#### Work order
Look through the records that follow and state how many lines hold the word "between", without adding anything.

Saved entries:
──────

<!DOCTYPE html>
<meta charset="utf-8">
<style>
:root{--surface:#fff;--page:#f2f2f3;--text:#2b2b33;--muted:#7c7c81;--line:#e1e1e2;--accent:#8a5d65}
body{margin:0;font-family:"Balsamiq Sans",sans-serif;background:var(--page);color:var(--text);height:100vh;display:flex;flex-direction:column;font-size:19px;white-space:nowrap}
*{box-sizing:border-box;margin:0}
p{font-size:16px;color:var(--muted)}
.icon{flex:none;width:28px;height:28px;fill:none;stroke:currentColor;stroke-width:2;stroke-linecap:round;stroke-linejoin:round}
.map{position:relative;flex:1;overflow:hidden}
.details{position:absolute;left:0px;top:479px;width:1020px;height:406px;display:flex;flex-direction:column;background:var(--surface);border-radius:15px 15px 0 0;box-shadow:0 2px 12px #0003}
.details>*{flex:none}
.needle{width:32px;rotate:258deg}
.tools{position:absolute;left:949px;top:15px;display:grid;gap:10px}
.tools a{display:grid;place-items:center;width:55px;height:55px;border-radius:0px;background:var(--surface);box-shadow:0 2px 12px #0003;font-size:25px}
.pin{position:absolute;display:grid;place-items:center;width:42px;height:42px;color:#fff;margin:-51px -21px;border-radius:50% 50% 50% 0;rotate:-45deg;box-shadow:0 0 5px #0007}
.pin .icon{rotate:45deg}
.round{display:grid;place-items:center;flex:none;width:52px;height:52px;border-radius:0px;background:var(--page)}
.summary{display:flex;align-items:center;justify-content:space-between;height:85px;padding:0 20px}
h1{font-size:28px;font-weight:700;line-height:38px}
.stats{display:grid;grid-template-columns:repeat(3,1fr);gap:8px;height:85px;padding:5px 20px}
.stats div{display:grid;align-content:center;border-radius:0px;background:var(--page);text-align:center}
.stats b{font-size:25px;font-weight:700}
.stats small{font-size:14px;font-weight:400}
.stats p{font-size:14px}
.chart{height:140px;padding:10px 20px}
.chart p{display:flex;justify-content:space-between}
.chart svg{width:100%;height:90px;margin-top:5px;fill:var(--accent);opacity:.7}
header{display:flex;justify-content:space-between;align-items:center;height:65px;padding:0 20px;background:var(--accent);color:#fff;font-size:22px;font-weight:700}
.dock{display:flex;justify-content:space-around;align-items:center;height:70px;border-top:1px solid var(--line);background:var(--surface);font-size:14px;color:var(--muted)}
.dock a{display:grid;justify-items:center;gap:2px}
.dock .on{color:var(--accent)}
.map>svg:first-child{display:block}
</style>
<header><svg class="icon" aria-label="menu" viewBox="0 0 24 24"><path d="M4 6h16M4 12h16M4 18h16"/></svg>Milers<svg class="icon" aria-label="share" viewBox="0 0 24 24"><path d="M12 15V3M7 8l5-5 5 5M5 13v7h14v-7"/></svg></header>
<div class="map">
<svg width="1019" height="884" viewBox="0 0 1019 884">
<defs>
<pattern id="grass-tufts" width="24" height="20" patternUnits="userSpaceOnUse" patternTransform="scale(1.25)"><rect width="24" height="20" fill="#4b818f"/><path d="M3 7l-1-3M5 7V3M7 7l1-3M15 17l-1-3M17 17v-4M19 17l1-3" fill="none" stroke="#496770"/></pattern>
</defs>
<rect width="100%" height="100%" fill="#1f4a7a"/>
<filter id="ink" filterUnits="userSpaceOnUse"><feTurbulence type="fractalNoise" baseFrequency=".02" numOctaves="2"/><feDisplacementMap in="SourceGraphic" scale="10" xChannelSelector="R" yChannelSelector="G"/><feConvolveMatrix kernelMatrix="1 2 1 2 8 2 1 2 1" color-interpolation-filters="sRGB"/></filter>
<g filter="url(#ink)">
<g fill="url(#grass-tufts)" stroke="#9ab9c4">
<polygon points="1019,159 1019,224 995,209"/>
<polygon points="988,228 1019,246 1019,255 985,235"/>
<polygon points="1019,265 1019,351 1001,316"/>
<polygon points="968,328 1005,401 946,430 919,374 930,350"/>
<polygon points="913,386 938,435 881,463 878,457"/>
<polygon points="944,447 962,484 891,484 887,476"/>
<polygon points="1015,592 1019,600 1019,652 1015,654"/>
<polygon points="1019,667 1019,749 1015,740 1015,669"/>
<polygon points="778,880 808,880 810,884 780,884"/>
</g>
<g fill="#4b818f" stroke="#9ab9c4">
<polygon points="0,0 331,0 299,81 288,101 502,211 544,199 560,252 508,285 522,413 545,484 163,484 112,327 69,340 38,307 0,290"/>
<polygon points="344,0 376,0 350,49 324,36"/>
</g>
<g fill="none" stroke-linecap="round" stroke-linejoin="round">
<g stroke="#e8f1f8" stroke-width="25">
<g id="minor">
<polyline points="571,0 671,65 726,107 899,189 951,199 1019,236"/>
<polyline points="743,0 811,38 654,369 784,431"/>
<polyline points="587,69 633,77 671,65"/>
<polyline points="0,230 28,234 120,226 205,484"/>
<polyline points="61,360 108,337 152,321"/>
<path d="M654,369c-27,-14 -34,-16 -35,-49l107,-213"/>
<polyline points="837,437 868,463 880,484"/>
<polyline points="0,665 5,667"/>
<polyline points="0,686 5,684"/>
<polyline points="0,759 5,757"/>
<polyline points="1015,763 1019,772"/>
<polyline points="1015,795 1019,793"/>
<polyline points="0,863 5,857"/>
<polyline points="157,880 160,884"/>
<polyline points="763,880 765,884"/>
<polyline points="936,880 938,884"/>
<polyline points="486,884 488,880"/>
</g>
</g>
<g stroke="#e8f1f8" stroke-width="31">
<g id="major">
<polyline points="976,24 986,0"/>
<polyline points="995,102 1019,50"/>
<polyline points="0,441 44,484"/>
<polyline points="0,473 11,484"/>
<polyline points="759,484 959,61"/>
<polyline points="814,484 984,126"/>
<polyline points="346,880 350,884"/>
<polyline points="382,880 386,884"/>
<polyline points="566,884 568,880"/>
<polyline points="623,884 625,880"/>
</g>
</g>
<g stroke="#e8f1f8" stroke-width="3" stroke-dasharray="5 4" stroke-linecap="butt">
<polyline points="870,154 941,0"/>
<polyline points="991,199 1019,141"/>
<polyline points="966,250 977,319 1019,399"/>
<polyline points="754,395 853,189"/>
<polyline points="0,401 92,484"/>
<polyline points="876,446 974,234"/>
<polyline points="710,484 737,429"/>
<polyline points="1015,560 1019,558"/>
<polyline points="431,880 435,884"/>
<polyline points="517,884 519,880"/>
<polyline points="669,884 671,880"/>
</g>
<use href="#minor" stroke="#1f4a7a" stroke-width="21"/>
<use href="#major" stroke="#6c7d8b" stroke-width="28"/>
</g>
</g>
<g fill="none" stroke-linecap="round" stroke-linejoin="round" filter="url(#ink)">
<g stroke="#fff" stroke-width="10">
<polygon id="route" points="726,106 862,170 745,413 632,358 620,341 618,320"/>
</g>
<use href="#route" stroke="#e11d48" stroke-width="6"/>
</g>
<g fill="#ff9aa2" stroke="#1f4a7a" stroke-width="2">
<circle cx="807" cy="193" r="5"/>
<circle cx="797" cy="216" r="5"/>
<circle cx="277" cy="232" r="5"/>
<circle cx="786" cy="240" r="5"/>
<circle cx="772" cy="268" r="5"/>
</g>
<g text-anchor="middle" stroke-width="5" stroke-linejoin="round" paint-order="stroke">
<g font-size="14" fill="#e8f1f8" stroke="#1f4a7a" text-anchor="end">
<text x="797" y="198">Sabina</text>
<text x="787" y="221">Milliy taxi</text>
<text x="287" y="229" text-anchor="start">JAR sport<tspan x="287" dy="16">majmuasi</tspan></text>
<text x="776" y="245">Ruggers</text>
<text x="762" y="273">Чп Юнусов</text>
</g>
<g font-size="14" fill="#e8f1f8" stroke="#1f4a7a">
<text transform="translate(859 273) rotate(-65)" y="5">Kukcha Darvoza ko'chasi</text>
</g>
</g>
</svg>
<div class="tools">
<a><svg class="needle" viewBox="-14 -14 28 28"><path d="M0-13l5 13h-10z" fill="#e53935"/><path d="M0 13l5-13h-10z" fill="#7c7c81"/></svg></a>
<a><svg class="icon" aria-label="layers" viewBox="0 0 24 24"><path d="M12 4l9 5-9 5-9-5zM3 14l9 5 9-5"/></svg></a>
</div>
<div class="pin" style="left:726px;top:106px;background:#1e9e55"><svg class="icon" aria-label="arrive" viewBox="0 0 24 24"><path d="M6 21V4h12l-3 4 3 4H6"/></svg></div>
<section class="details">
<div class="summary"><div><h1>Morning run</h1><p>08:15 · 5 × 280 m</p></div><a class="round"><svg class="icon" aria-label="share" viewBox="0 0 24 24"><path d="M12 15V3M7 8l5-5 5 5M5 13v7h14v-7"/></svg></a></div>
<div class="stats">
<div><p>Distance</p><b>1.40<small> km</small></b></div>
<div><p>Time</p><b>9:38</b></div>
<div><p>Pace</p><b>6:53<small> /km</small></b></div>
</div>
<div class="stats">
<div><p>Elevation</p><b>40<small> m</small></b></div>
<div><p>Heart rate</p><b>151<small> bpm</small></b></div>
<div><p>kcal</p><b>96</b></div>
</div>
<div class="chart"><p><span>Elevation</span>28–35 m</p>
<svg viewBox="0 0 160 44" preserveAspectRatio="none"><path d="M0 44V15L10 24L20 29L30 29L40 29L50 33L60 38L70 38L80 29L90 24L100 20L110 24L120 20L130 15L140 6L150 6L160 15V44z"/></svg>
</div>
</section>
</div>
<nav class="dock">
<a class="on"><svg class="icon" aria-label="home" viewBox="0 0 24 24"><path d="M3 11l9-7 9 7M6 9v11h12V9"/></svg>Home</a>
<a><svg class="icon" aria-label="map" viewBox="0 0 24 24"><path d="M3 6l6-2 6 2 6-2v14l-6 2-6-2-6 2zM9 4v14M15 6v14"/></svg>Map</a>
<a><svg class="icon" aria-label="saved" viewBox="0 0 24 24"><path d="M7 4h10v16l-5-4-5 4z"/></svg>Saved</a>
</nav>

──────

#### Expected answer
3